PATRIMONIO ED ESERCIZI SOCIALI
ARTICOLO 4
1. Il patrimonio dell’associazione è costituito:
a) dai beni mobili ed immobili che diverranno di proprietà dell’Associazione;
b) da eventuali fondi di riserva costituiti con le eccedenze di bilancio;
c) da eventuali erogazioni, donazioni e lasciti;
d) da contributi di Enti e di simpatizzanti dell’Associazione.
2. Le entrate dell’Associazione sono costituite:
a) dall’introito delle quote di ammissione di nuovi soci e delle quote associative annue;
b) dall’utile derivante da organizzazioni di manifestazioni o partecipazione ad esse;
c) da ogni altra entrata che concorra ad incrementare l’attivo sociale, finalizzata al perseguimento o il supporto dell’attività istituzionale.
ARITCOLO 5
1. L’esercizio finanziario chiude al 31 dicembre di ogni anno.
2. Entro novanta giorni dalla fine di ogni esercizio verrà predisposto dal Consiglio Direttivo il rendiconto consuntivo e il bilancio preventivo del successivo esercizio.
SOCI
ARTICOLO 6
1. Sono soci gli Enti e le persone la cui domanda di ammissione verrà accettata dal Consiglio Direttivo. La domanda è irricevibile se al momento della presentazione il richiedente non abbia versato la quota di ammissione annualmente decisa dal Consiglio Direttivo. In caso di mancato versamento della quota associativa annua, il socio decade di diritto e non ha diritto al rimborso della quota di ammissione.
2. In caso di mancato accoglimento della domanda di ammissione, la quota di ammissione verrà restituita.
3. I soci che non avranno comunicato per iscritto il loro recesso entro il 30 novembre di ogni anno saranno considerati soci anche per l’anno successivo ed obbligati al versamento della quota annuale d’associazione.
ARTICOLO 7
1. Per essere ammessi a far parte dell’Associazione gli aspiranti debbono accettare incondizionatamente il presente statuto e uniformarsi alle sue clausole, nonché alle prescrizioni dell’eventuale regolamento emanato a cura del Consiglio Direttivo ed affisso nella sede sociale.

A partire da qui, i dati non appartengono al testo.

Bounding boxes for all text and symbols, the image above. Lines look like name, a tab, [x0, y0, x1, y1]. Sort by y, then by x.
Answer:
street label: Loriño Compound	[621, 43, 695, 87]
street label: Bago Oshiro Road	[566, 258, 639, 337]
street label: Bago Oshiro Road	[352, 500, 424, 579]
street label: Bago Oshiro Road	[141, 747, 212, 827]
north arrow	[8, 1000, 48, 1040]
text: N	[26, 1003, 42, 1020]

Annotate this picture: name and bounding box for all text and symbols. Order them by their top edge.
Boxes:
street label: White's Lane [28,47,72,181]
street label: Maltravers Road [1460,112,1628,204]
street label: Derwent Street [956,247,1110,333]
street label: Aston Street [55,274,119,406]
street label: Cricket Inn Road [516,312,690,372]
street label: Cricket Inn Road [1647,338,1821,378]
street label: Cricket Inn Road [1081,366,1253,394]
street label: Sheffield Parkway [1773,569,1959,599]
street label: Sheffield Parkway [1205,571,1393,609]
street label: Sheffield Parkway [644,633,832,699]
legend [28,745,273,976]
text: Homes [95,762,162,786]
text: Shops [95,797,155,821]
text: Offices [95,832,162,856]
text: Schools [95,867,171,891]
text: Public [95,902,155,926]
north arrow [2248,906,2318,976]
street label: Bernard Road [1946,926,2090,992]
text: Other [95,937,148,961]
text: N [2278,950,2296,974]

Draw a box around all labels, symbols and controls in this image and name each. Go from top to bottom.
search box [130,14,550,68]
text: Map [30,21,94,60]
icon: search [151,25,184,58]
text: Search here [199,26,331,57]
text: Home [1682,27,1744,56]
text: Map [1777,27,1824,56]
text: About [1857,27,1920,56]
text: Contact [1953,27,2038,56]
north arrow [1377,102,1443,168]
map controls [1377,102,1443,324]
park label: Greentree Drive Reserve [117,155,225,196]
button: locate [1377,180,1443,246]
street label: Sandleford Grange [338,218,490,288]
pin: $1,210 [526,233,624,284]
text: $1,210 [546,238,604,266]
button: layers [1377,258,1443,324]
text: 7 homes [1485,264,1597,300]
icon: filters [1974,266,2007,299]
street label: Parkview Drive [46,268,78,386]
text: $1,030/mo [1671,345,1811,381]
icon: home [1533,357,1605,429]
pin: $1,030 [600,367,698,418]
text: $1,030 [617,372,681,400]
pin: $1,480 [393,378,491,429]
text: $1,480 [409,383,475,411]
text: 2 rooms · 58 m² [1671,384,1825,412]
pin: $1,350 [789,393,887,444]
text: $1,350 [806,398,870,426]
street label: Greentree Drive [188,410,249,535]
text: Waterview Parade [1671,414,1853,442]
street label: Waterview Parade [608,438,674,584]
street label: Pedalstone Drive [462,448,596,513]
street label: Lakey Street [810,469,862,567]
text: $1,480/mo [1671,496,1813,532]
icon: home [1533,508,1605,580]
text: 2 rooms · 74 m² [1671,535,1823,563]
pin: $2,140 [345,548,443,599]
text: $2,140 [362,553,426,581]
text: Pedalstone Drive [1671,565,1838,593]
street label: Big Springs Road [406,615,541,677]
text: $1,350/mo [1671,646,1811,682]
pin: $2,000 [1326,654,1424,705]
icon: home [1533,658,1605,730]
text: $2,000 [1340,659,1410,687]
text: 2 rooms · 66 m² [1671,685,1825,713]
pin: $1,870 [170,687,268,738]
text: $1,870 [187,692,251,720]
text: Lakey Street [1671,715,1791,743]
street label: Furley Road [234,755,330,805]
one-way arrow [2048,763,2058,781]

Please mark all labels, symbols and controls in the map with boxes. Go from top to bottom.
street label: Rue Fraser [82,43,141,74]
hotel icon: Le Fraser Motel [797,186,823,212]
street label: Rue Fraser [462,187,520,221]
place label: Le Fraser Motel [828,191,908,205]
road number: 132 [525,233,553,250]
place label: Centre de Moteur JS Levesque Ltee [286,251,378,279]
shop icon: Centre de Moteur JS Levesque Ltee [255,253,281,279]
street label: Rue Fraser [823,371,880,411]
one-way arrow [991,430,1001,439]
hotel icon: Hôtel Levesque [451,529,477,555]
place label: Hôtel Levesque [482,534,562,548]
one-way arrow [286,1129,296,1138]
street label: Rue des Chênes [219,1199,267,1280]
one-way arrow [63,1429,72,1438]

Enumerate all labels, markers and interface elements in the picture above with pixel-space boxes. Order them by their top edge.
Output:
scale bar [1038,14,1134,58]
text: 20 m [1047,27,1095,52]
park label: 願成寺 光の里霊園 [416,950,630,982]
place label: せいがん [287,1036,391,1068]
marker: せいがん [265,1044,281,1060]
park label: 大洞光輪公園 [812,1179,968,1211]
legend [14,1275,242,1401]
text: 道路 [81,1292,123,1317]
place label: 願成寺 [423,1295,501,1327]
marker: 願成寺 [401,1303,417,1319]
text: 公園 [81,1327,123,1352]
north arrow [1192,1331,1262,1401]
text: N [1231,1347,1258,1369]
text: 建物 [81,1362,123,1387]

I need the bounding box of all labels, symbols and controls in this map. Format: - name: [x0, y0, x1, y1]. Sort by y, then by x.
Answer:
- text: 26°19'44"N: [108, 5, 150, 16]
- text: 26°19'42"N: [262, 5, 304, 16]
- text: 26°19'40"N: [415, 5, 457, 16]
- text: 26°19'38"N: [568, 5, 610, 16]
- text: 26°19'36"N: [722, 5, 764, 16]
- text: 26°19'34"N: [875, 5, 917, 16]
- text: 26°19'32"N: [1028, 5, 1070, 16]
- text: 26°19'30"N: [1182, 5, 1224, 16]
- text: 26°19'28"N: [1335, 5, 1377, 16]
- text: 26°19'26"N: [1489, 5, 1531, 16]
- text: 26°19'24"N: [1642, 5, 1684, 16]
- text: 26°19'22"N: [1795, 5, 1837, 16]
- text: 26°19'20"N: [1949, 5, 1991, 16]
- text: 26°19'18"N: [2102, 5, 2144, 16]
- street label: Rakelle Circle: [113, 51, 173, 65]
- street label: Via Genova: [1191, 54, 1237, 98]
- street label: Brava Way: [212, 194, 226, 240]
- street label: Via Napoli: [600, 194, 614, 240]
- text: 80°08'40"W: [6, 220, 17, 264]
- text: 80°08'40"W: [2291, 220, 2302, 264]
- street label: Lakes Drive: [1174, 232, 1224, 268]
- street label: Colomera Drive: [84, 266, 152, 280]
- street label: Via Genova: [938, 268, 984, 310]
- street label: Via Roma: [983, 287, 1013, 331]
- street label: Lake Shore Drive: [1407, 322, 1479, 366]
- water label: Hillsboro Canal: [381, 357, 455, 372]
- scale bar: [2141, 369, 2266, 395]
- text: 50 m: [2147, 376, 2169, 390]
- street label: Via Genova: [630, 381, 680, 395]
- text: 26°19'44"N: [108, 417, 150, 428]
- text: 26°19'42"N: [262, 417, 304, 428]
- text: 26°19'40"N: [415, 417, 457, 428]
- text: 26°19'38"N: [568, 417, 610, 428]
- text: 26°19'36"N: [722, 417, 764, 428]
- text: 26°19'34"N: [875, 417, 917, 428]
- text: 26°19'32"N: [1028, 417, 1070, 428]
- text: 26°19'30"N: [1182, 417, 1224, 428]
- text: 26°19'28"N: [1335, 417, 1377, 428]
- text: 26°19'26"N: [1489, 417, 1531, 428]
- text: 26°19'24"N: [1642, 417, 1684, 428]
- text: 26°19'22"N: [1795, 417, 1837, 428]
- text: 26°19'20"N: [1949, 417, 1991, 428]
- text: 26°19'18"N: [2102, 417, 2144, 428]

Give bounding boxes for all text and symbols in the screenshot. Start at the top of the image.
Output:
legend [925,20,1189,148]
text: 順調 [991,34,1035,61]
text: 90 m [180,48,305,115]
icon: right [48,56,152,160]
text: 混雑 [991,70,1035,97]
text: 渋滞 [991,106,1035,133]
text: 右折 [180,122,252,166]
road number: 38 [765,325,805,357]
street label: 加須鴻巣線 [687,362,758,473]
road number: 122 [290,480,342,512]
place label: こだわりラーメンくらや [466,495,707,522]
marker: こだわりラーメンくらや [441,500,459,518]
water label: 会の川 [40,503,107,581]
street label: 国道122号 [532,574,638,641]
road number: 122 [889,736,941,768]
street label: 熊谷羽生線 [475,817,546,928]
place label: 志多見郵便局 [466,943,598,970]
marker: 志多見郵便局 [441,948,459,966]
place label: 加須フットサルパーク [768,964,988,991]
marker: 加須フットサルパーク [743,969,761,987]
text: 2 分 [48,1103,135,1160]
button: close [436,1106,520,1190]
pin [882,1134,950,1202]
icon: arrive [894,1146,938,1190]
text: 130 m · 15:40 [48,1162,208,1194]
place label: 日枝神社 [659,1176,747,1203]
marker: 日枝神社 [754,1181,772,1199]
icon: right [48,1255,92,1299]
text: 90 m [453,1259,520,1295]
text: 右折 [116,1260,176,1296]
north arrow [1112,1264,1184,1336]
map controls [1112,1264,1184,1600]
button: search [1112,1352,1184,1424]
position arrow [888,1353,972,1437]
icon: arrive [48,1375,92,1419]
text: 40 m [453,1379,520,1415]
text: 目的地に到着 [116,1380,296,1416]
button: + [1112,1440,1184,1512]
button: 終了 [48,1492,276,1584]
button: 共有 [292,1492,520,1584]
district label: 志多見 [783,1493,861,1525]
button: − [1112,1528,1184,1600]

2. Il socio che non osservi lo statuto, l’eventuale regolamento e le disposizioni emanate dal Consiglio Direttivo nell’ambito dei suoi poteri, si renda responsabile di infrazioni disciplinari o comunque nuoccia con il suo comportamento al buon fine dell’Associazione, può essere sospeso dal Consiglio Direttivo dall’esercizio dei diritti di socio per una durata non superiore a sei mesi, fermi restando tutti i suoi obblighi sociali.
3. Le somme versate per la tessera sociale e le quote annuali di adesione all’Associazione non sono rimborsabili in nessun caso. Queste sono altresì intrasmissibili.
4. È vietata la temporaneità della partecipazione alla vita associativa.
ARTICOLO 8
1. l’Associazione è costituita dalle seguenti categorie di soci:
- FONDATORI
- ORDINARI-ORGANIZZAZIONI
- ONORARI
a) sono soci FONDATORI coloro che hanno costituito la presente Associazione, o che aderiscono entro 30 giorni dalla data della sua costituzione; ai fini del diritto di partecipazione e di voto in assemblea si applicano le norme relative ai Soci Ordinari.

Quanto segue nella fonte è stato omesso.